■ Exercise objective ■
Look for the word "Нақбхон" in the data below, and copy every line that holds it.

■ Data for the task ■
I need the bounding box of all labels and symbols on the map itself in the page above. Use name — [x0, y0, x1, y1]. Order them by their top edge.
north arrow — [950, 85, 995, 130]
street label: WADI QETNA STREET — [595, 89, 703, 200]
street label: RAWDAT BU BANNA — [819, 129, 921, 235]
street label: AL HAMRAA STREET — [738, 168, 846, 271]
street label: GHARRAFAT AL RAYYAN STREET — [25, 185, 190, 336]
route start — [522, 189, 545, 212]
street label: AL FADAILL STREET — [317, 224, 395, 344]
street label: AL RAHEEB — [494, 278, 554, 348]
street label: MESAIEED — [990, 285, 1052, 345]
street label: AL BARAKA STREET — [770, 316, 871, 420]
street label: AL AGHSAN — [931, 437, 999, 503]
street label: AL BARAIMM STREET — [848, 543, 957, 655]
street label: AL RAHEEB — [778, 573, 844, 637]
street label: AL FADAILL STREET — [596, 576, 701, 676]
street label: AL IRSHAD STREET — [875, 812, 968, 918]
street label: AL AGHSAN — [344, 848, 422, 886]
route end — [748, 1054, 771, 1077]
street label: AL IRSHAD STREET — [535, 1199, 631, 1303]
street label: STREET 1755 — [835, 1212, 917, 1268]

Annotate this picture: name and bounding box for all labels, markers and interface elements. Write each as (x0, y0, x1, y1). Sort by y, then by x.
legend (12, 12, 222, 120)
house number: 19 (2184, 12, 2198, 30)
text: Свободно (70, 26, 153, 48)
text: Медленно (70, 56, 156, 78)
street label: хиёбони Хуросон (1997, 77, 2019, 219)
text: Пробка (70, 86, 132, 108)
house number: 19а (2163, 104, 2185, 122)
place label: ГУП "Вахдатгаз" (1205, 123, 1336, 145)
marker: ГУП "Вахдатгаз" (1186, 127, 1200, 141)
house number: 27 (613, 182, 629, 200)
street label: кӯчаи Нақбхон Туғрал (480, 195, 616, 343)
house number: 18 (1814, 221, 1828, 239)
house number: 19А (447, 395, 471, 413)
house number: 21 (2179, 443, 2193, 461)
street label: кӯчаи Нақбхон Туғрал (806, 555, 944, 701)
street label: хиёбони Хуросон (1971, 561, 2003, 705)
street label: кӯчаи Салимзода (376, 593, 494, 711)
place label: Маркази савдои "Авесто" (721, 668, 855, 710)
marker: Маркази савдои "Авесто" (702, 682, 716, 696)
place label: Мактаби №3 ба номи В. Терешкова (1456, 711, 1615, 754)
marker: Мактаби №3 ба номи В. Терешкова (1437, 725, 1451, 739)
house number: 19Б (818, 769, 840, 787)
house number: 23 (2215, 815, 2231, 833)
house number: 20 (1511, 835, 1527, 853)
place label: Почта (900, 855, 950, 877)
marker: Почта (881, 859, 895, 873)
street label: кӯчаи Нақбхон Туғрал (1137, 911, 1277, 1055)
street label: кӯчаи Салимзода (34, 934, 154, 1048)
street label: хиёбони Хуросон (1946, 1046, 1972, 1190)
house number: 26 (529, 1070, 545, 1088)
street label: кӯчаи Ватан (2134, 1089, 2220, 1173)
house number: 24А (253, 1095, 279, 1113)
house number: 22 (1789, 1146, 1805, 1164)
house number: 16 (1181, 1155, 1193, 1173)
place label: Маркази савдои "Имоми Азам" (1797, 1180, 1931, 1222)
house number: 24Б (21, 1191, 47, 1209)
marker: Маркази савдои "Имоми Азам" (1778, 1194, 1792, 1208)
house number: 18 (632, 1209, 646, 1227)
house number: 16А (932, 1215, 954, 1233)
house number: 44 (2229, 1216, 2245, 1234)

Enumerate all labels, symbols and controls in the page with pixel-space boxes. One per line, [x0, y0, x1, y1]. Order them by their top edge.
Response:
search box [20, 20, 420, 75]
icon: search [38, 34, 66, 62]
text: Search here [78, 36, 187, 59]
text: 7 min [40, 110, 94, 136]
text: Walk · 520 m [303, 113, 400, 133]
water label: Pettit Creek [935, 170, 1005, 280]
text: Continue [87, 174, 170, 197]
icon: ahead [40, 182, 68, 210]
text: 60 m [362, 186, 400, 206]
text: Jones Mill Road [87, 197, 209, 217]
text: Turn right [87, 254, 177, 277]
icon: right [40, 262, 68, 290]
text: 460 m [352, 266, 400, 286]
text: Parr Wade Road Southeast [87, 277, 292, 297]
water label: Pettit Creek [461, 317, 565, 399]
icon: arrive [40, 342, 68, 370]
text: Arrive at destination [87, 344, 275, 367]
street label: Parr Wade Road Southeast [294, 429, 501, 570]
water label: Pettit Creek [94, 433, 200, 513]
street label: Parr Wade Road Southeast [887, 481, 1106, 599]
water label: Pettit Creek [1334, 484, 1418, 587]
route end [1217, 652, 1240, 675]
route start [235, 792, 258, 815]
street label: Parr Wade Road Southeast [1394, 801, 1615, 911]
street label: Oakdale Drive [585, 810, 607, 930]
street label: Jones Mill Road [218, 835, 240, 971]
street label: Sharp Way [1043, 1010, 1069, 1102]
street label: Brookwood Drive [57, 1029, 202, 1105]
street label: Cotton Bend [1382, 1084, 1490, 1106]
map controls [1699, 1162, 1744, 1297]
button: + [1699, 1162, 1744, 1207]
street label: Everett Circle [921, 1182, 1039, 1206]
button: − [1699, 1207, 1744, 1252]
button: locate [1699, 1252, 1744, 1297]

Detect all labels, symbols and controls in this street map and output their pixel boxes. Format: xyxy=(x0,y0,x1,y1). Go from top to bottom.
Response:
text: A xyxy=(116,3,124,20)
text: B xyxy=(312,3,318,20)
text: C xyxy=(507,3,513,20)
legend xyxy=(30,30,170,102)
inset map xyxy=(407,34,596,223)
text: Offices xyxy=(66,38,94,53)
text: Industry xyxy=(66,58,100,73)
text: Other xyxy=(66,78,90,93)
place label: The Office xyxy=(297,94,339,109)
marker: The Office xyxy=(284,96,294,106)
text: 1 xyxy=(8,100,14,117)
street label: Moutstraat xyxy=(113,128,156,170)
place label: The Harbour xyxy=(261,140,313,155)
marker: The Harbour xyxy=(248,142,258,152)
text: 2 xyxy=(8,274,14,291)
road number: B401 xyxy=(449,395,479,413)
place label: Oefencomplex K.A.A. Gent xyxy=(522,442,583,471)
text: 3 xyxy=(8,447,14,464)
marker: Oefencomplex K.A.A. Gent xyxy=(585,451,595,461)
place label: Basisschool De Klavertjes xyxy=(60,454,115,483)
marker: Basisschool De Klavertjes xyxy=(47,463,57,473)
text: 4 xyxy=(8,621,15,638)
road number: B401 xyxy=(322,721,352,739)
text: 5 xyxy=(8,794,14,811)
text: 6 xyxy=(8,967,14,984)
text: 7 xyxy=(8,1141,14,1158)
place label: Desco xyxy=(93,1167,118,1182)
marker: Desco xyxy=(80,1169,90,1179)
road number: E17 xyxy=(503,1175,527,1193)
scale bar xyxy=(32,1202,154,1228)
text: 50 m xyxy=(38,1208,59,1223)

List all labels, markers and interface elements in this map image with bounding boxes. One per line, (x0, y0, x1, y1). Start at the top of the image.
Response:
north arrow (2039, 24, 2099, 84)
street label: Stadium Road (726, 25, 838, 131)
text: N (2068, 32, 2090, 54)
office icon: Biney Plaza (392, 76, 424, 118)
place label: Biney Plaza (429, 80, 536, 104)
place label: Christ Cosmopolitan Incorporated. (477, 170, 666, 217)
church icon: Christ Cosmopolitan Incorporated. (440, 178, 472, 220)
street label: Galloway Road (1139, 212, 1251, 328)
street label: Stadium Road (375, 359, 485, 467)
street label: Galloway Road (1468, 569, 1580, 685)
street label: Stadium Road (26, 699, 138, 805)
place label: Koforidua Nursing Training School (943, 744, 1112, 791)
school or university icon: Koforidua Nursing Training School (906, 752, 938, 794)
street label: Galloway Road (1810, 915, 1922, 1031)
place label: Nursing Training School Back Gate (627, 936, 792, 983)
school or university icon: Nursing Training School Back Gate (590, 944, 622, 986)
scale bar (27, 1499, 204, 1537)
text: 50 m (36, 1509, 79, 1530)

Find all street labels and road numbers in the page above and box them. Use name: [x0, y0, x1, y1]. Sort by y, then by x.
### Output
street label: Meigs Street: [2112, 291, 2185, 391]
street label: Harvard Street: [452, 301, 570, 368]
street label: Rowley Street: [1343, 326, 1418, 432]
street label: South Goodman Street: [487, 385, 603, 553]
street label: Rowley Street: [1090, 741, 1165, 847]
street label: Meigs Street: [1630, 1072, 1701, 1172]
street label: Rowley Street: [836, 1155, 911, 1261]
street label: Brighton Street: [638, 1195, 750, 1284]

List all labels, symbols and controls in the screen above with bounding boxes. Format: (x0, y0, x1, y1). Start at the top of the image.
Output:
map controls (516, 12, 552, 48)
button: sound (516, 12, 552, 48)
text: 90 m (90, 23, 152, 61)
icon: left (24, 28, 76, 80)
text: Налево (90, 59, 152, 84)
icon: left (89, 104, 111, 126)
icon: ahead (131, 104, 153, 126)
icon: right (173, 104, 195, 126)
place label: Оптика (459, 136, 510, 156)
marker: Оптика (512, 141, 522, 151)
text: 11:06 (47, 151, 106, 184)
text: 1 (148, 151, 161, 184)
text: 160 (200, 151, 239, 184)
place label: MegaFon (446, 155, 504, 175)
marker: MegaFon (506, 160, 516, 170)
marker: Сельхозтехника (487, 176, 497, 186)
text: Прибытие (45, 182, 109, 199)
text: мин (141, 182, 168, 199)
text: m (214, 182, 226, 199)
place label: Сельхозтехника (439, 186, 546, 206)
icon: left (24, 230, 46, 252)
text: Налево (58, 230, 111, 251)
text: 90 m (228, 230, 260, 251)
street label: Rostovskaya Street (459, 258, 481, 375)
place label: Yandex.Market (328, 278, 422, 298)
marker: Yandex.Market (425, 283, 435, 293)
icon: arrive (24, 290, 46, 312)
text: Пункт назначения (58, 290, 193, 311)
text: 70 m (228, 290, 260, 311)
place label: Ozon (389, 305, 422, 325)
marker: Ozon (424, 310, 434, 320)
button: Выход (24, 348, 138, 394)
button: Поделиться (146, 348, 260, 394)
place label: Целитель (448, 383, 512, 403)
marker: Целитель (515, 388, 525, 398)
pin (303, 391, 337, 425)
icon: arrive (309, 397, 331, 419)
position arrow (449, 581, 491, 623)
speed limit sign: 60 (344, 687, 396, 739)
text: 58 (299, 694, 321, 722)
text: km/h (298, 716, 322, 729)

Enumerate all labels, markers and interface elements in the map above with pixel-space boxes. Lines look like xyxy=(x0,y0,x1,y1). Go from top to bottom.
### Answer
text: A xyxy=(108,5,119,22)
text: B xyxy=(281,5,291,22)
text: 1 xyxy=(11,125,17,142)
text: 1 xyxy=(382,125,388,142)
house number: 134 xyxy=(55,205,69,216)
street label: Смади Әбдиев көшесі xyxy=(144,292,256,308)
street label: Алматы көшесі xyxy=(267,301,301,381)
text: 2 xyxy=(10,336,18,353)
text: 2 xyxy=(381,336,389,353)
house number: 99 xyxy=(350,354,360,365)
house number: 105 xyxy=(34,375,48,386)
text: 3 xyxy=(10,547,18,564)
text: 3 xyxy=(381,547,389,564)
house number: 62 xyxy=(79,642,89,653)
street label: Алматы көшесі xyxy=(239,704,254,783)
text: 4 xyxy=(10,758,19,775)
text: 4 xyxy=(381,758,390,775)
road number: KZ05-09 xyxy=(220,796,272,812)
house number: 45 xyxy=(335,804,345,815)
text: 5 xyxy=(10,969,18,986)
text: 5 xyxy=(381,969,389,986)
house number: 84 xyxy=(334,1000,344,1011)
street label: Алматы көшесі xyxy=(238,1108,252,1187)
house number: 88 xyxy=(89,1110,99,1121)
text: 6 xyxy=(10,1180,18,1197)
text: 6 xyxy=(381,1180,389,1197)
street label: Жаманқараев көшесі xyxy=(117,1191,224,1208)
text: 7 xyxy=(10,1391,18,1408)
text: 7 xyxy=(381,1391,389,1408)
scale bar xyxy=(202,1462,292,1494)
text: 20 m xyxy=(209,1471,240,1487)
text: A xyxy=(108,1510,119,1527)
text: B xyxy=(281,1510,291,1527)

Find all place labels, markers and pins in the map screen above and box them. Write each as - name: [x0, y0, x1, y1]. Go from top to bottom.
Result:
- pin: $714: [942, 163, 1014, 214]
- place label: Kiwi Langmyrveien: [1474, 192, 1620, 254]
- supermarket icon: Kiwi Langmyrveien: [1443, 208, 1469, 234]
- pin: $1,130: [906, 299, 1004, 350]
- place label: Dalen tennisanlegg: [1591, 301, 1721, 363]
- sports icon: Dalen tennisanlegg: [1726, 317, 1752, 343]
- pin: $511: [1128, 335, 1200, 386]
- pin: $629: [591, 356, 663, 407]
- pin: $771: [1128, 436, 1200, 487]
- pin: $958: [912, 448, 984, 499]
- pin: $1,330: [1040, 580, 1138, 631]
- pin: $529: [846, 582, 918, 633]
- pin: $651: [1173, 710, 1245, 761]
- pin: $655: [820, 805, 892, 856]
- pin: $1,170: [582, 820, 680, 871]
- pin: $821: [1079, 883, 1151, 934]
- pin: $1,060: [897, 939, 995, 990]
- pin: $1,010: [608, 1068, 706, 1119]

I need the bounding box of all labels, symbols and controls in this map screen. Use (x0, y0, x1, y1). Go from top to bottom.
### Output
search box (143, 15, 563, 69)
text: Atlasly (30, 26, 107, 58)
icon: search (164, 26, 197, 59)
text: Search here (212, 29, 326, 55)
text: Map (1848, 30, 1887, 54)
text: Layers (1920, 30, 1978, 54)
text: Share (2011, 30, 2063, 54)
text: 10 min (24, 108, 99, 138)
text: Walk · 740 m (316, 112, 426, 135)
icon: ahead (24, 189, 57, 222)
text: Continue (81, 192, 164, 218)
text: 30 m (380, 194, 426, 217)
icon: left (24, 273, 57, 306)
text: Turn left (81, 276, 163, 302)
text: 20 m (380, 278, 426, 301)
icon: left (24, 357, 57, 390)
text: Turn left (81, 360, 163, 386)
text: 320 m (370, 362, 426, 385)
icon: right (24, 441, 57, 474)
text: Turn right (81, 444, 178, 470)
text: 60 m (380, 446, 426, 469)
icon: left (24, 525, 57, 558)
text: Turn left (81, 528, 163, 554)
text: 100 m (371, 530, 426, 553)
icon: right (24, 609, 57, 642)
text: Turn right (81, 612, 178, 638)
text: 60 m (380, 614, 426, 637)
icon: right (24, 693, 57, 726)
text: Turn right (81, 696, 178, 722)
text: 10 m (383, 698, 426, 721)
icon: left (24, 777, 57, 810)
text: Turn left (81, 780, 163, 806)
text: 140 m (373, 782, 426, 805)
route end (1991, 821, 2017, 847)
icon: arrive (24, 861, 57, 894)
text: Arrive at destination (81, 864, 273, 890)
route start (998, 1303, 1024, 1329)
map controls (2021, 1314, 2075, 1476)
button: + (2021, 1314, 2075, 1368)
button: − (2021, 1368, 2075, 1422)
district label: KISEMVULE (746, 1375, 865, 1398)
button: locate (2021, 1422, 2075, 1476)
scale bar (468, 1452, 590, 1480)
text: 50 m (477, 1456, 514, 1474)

■ Final answer ■
street label: кӯчаи Нақбхон Туғрал (480, 195, 616, 343)
street label: кӯчаи Нақбхон Туғрал (806, 555, 944, 701)
street label: кӯчаи Нақбхон Туғрал (1137, 911, 1277, 1055)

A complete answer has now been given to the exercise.